3. Most people attending U.S. mosques are of Middle Eastern descent.

A 2009 Gallup poll found that African Americans accounted for 35 percent of all Muslim Americans, making them the largest racial-ethnic group of Muslims in the nation. It is unclear whether Arab Americans or South Asian Americans (mostly Pakistanis and Indians) are the second-largest. Muslim Americans are also white, Hispanic, Sub-Saharan African, Iranian, European, Central Asian and more -- representing the most racially diverse religious group in the United States.

Mosques reflect this diversity. Though there are hundreds of ethnically and racially integrated mosques, most of these institutions, like many American places of worship, break down along racial and ethnic lines. Arabs, for instance, are the dominant ethnic group in a modest number of mosques, particularly in states such as Michigan and New York. And according to a 2001 survey (the most recent national survey on mosques available) by the Council on American-Islamic Relations, they represented the plurality in only 15 percent of U.S. mosques.

4. Mosques are funded by groups and governments unfriendly to the United States.

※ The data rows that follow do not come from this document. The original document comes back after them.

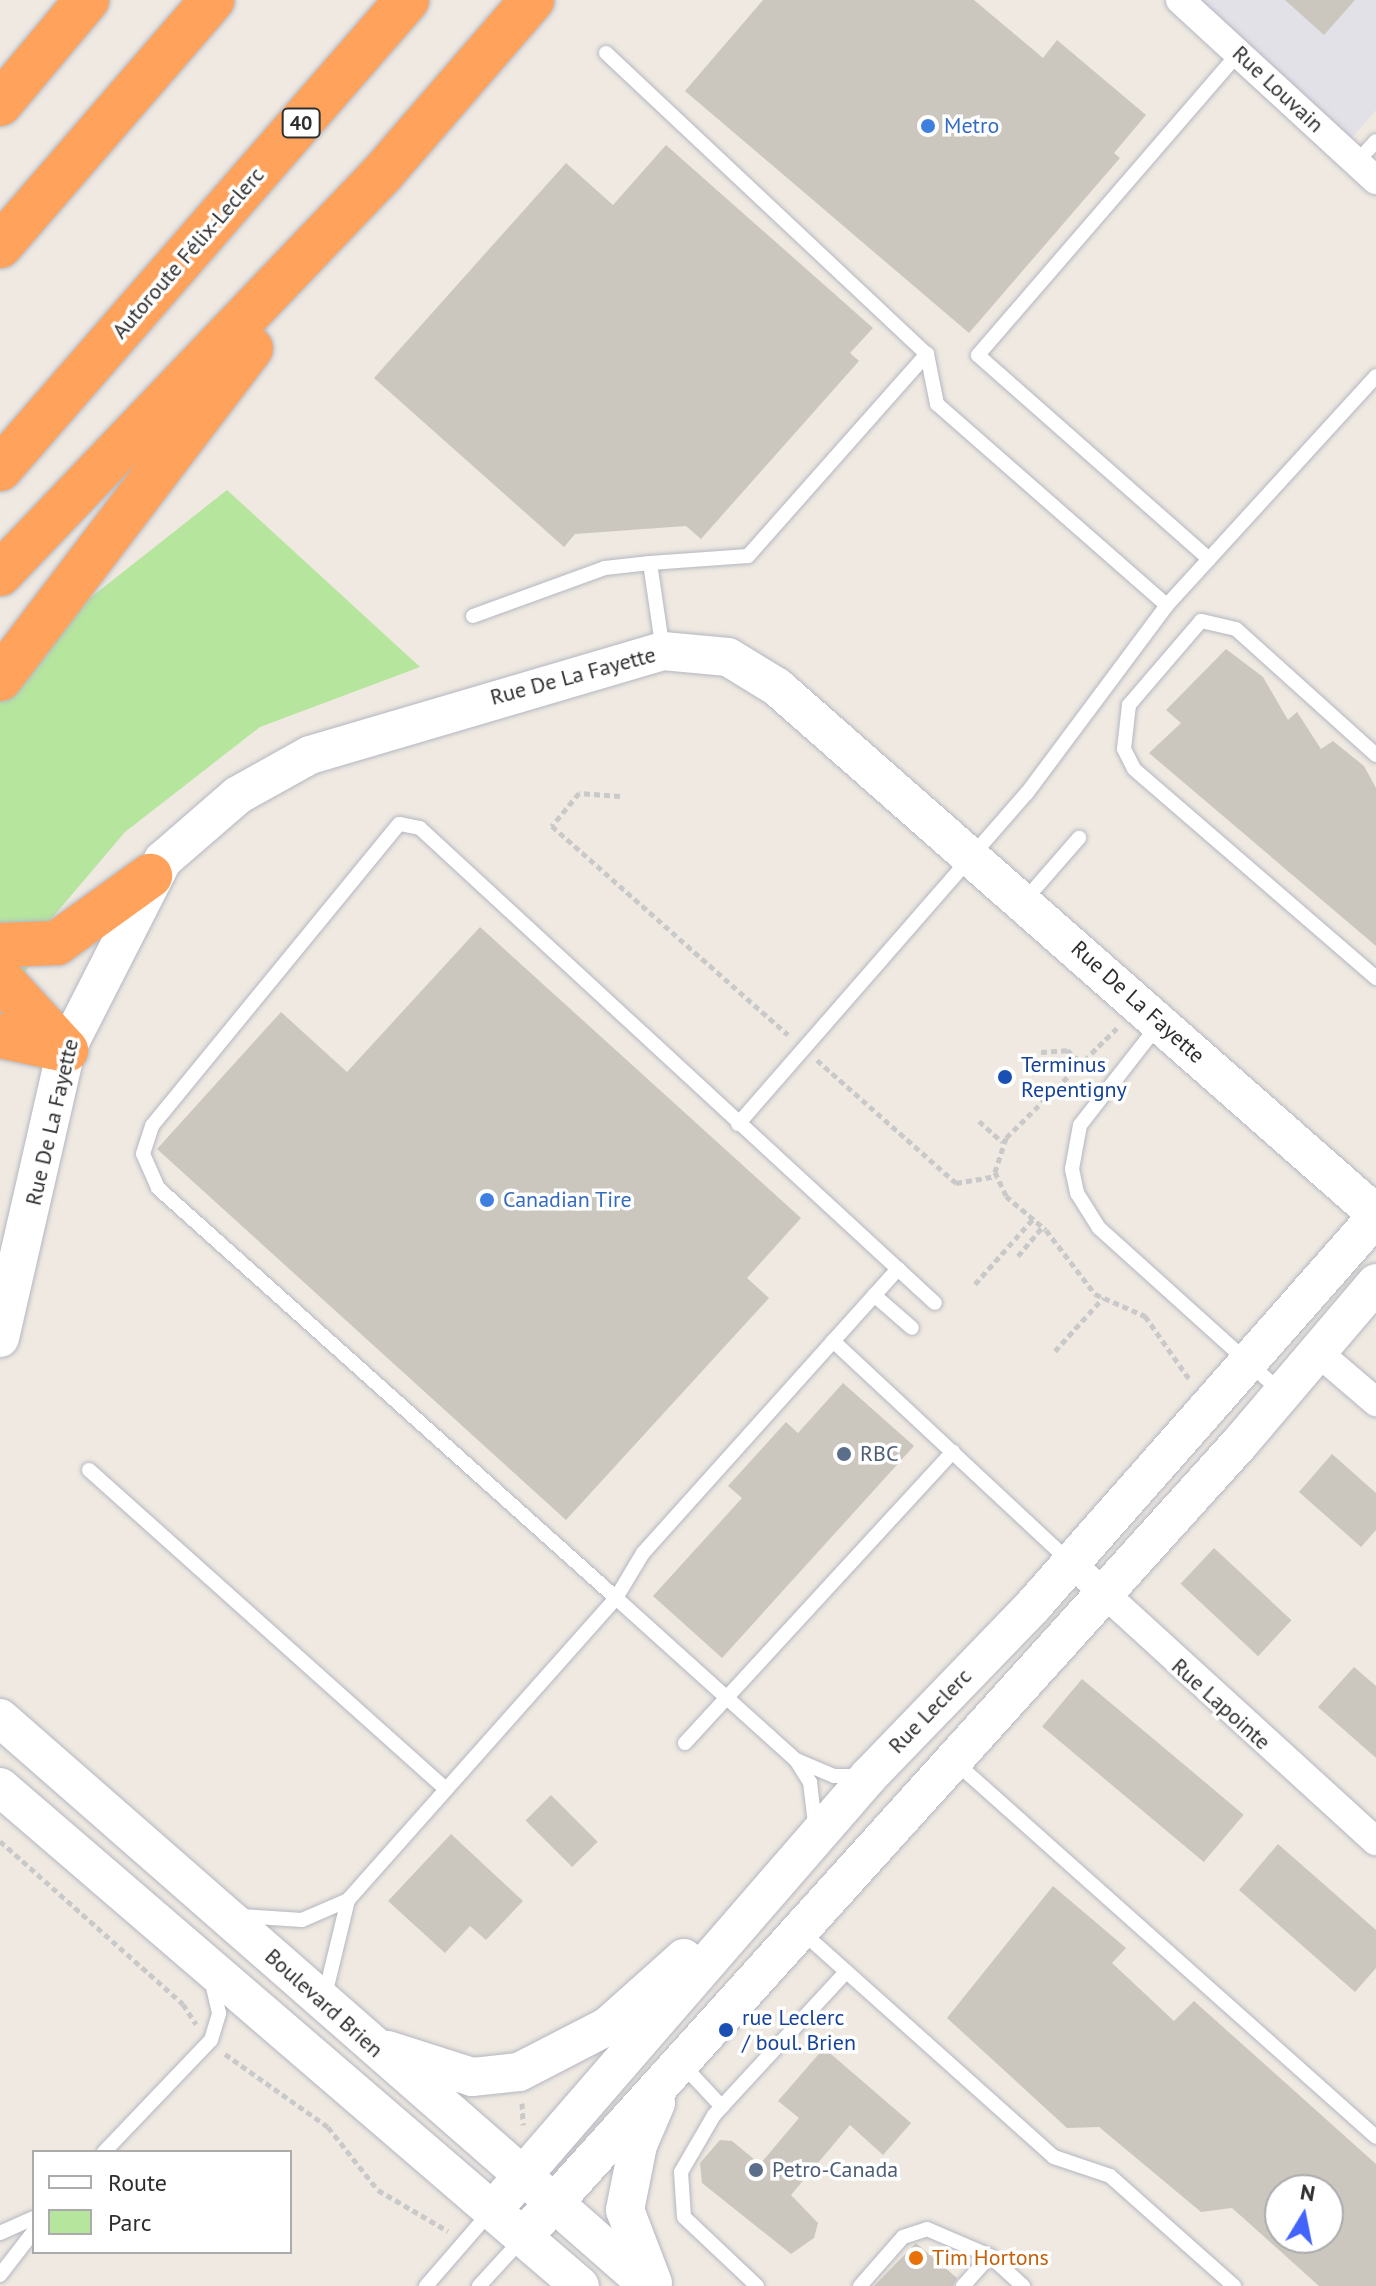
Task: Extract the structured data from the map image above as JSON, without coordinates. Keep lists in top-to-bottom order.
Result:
{
  "streets": {
    "highway": ["40", "Autoroute Félix-Leclerc"],
    "street": [
      "Rue Louvain",
      "Rue De La Fayette",
      "Rue Lapointe",
      "Rue Leclerc",
      "Boulevard Brien"
    ]
  },
  "crossings": [
    ["Rue De La Fayette", "Rue Leclerc"],
    ["Rue Lapointe", "Rue Leclerc"],
    ["Rue Leclerc", "Boulevard Brien"]
  ],
  "places": [
    "Metro",
    "Terminus Repentigny",
    "Canadian Tire",
    "RBC",
    "rue Leclerc / boul. Brien",
    "Petro-Canada",
    "Tim Hortons"
  ],
  "legend": ["Route", "Parc"],
  "north": "top"
}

There certainly have been instances in which foreign funds, especially from Saudi Arabia and the Persian Gulf region, have been used to build mosques in the United States. The Saudi royal family, for example, reportedly gave $8 million for the building of the King Fahd Mosque, which was inaugurated in 1998 in Culver City, a Los Angeles suburb.

But the vast majority of mosques are supported by Muslim Americans themselves. Domestic funding reflects the desire of many U.S. Muslims to be independent of overseas influences. Long before Sept. 11, 2001, in the midst of a growing clash of interests between some Muslim-majority nations and the U.S. government -- during the Persian Gulf War, for instance -- Muslim American leaders decided that they must draw primarily from U.S. sources of funding for their projects.

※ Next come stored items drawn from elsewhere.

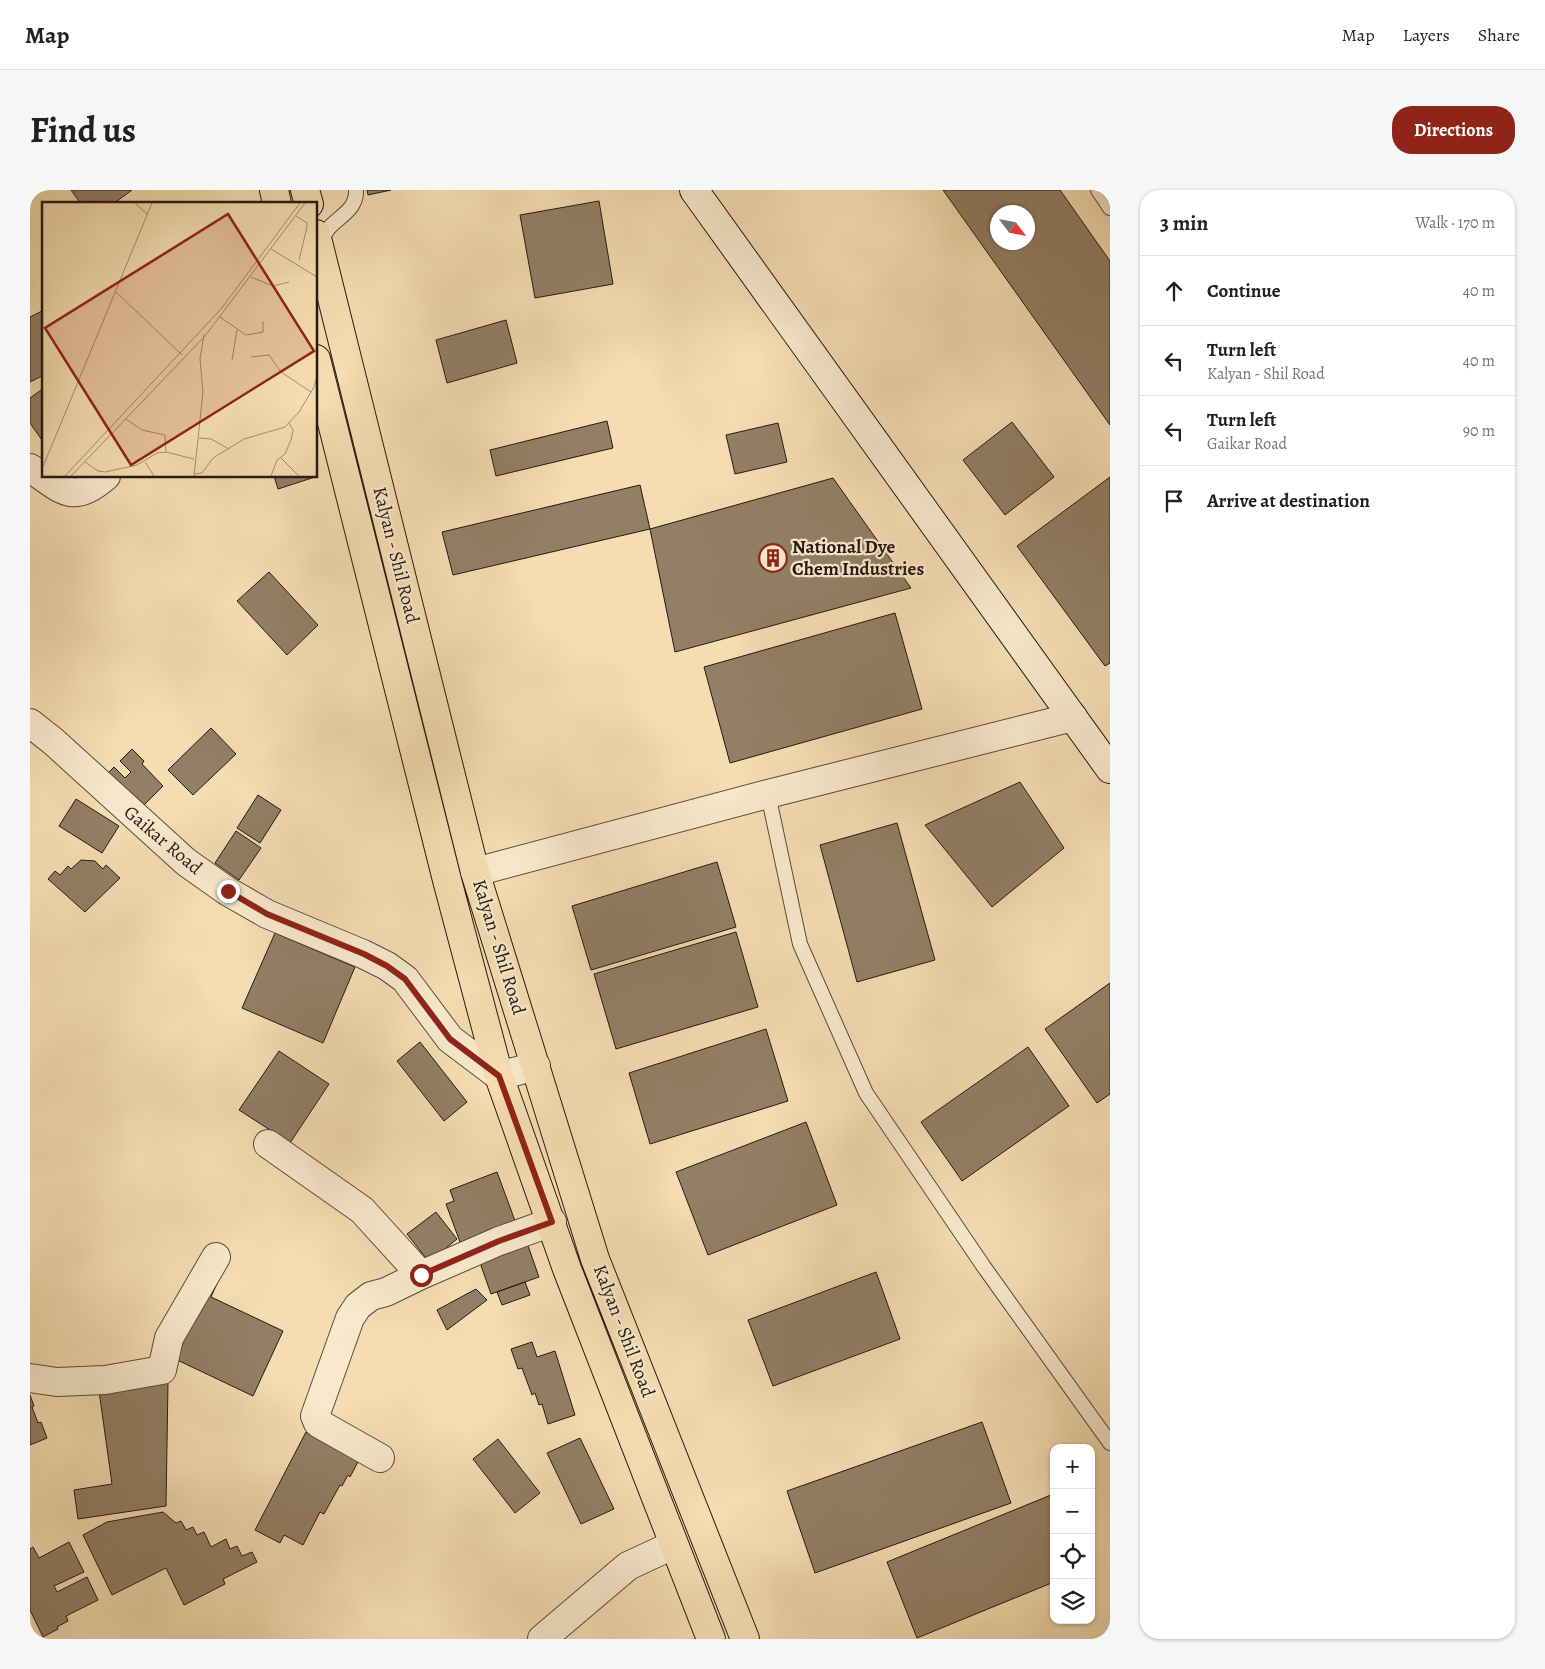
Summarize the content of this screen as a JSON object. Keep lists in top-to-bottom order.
{
  "streets": {
    "main road": ["Kalyan - Shil Road"],
    "street": ["Gaikar Road"]
  },
  "crossings": [
    ["Kalyan - Shil Road", "Gaikar Road"]
  ],
  "places": {
    "building": ["National Dye Chem Industries"]
  },
  "north": "bottom right",
  "page": {
    "header": "Map",
    "nav": ["Map", "Layers", "Share"],
    "title": "Find us",
    "buttons": "Directions",
    "heading": ["3 min", "Walk · 170 m"],
    "list": [
      ["Continue", "40 m"],
      ["Turn left", "Kalyan - Shil Road", "40 m"],
      ["Turn left", "Gaikar Road", "90 m"],
      "Arrive at destination"
    ],
    "map_buttons": ["+", "−"]
  }
}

5. Mosques lead to homegrown terrorism.
To the contrary, mosques have become typical American religious institutions. In addition to worship services, most U.S. mosques hold weekend classes for children, offer charity to the poor, provide counseling services and conduct interfaith programs.

No doubt, some mosques have encouraged radical extremism. Omar Abdel Rahman, the blind Egyptian sheik who inspired the World Trade Center’s first attackers in 1993, operated out of the Al-Salam mosque in Jersey City, N.J. But after the 2001 attacks, such radicalism was largely pushed out of mosques and onto the Internet, mainly because of a renewed commitment among mosque leaders to confront extremism.

There is a danger that as anti-Muslim prejudice increases -- as it has recently in reaction to the proposed community center near Ground Zero -- alienated young Muslims will turn away from the peaceful path advocated by their elders in America’s mosques. So far, that has not happened on a large scale.

​Through their mosques, U.S. Muslims are embracing the community involvement that is a hallmark of the American experience. In this light, mosques should be welcomed as premier sites of American assimilation, not feared as incubators of terrorist indoctrination.

Edward E. Curtis IV is millennium chair of liberal arts and Professor of Religious Studies and American Studies at Indiana University-Purdue University Indianapolis. He is the author of “Muslims in America: A Short History” and the editor of the “Encyclopedia of Muslim-American History.”